**The task**
Set down a true copy of the data, with all pictures left out.

Entries taken from a collection
▶

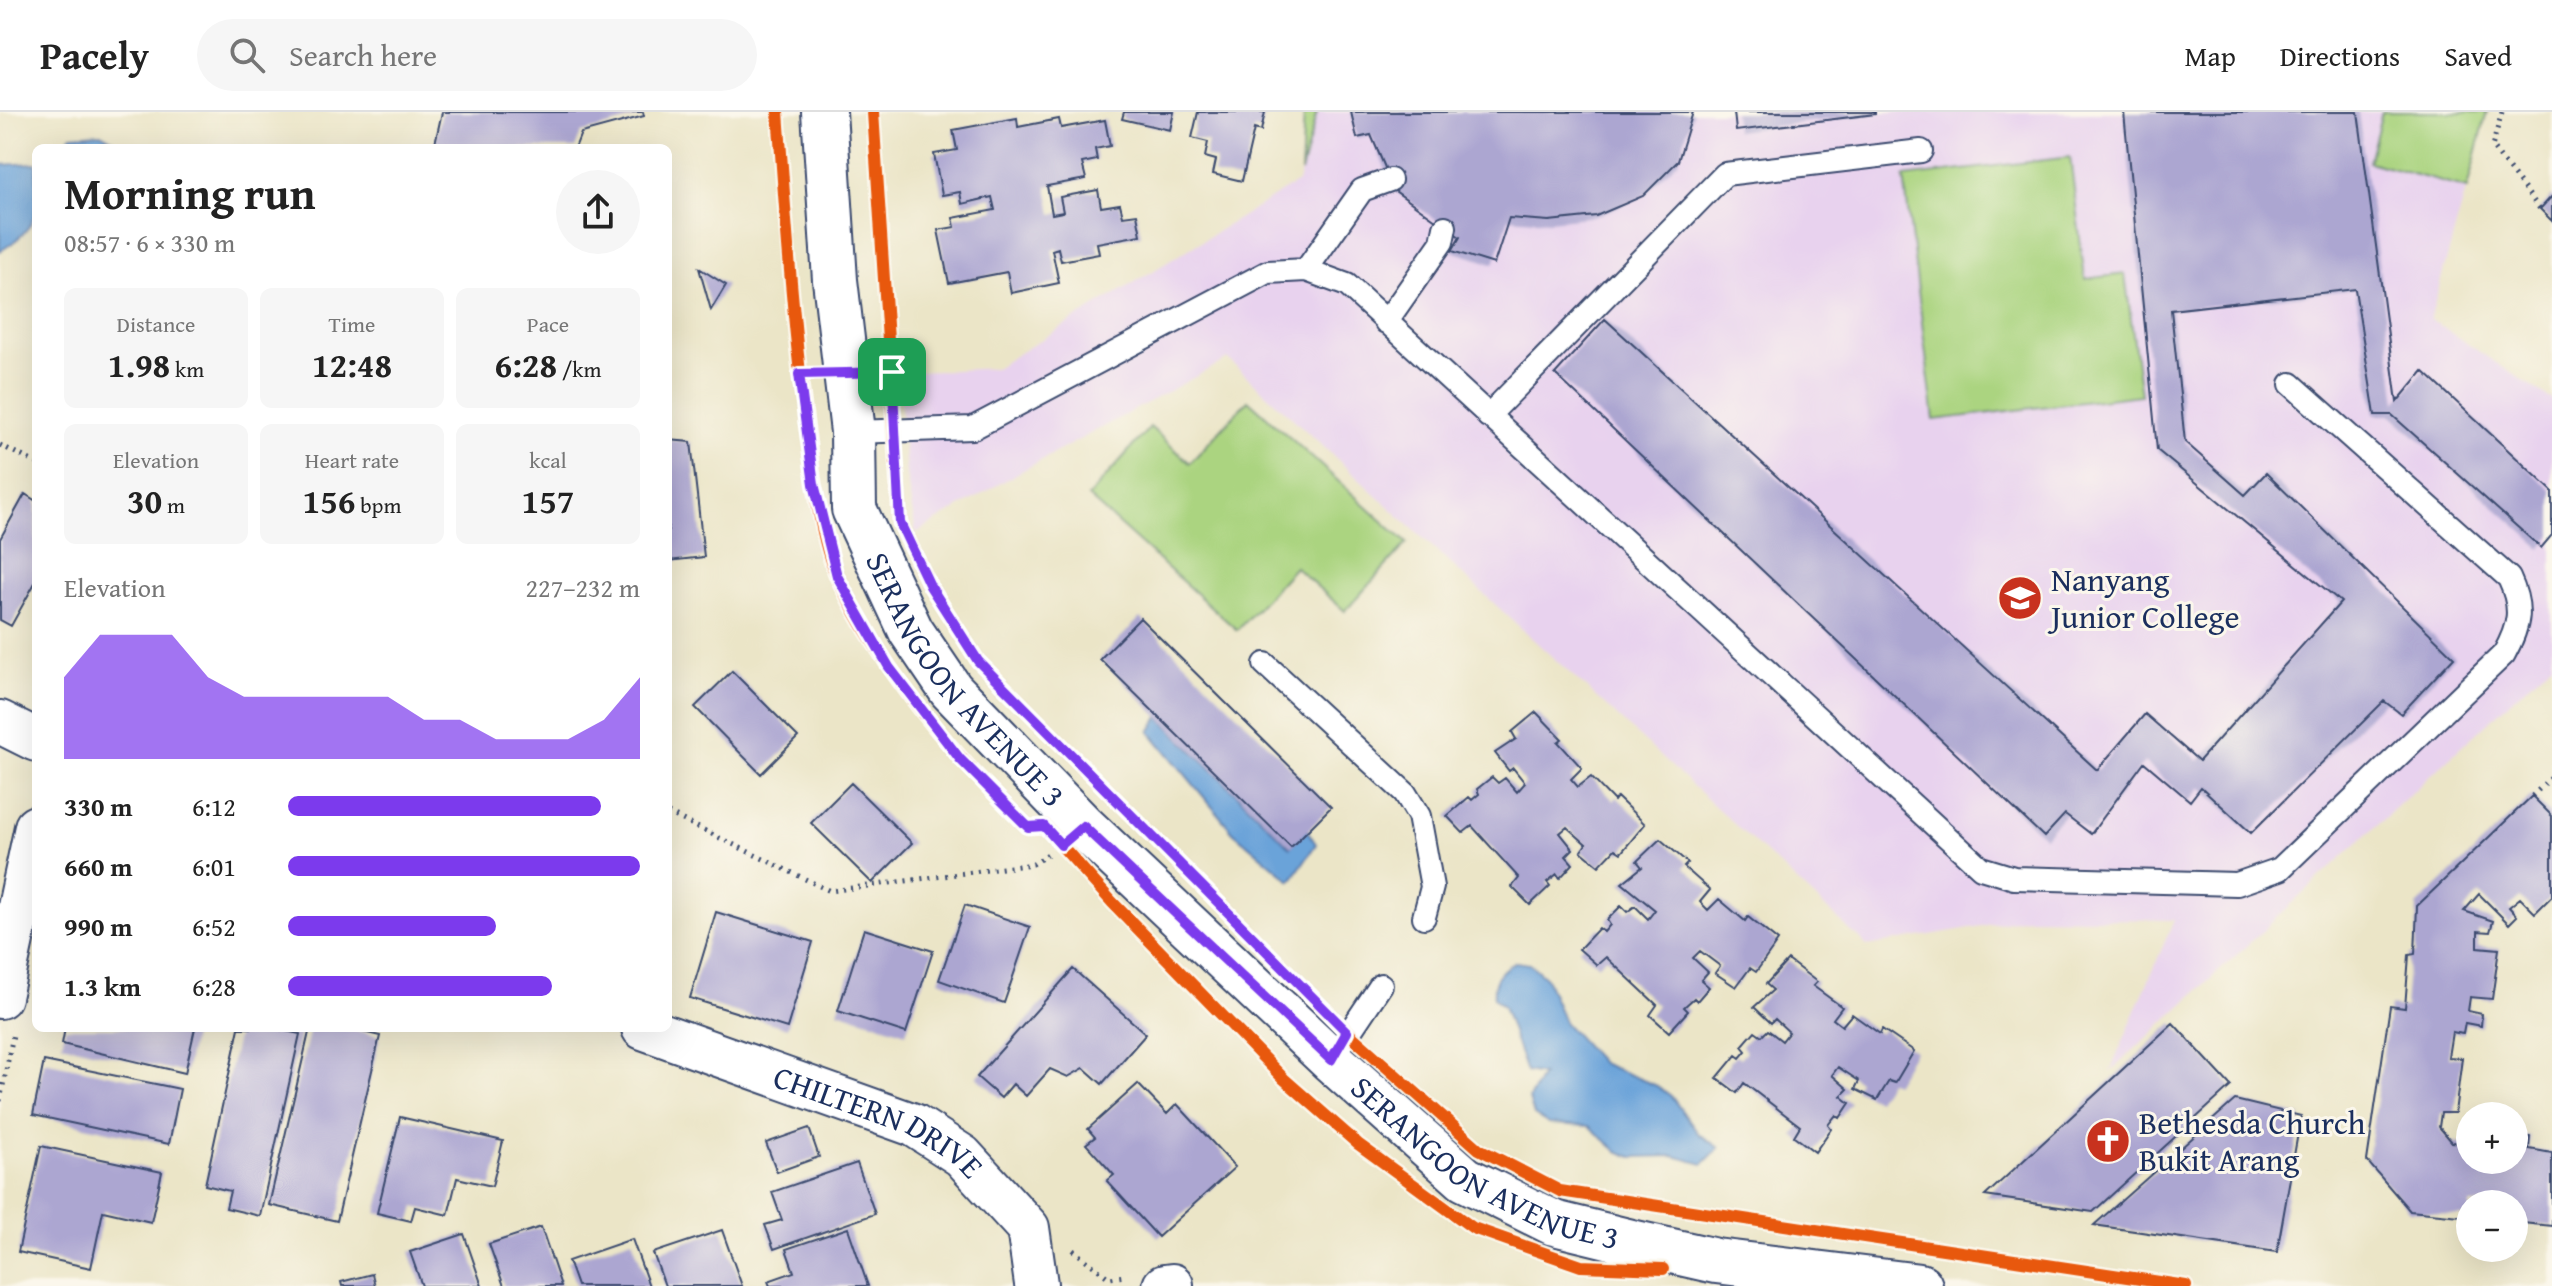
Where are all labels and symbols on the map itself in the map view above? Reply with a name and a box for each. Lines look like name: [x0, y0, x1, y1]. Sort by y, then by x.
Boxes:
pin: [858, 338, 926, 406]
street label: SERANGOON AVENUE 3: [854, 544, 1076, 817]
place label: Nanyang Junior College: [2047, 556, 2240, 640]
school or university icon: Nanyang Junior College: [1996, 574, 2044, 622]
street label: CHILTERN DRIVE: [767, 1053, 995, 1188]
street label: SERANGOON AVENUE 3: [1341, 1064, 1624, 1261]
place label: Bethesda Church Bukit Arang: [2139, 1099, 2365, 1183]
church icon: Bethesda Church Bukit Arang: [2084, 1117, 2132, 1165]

◀

**Task result**
Where are all labels and symbols on the map itself in the map view above? Reply with a name and a box for each. Lines look like name: [x0, y0, x1, y1]. Sort by y, then by x.
Boxes:
pin: [858, 338, 926, 406]
street label: SERANGOON AVENUE 3: [854, 544, 1076, 817]
place label: Nanyang Junior College: [2047, 556, 2240, 640]
school or university icon: Nanyang Junior College: [1996, 574, 2044, 622]
street label: CHILTERN DRIVE: [767, 1053, 995, 1188]
street label: SERANGOON AVENUE 3: [1341, 1064, 1624, 1261]
place label: Bethesda Church Bukit Arang: [2139, 1099, 2365, 1183]
church icon: Bethesda Church Bukit Arang: [2084, 1117, 2132, 1165]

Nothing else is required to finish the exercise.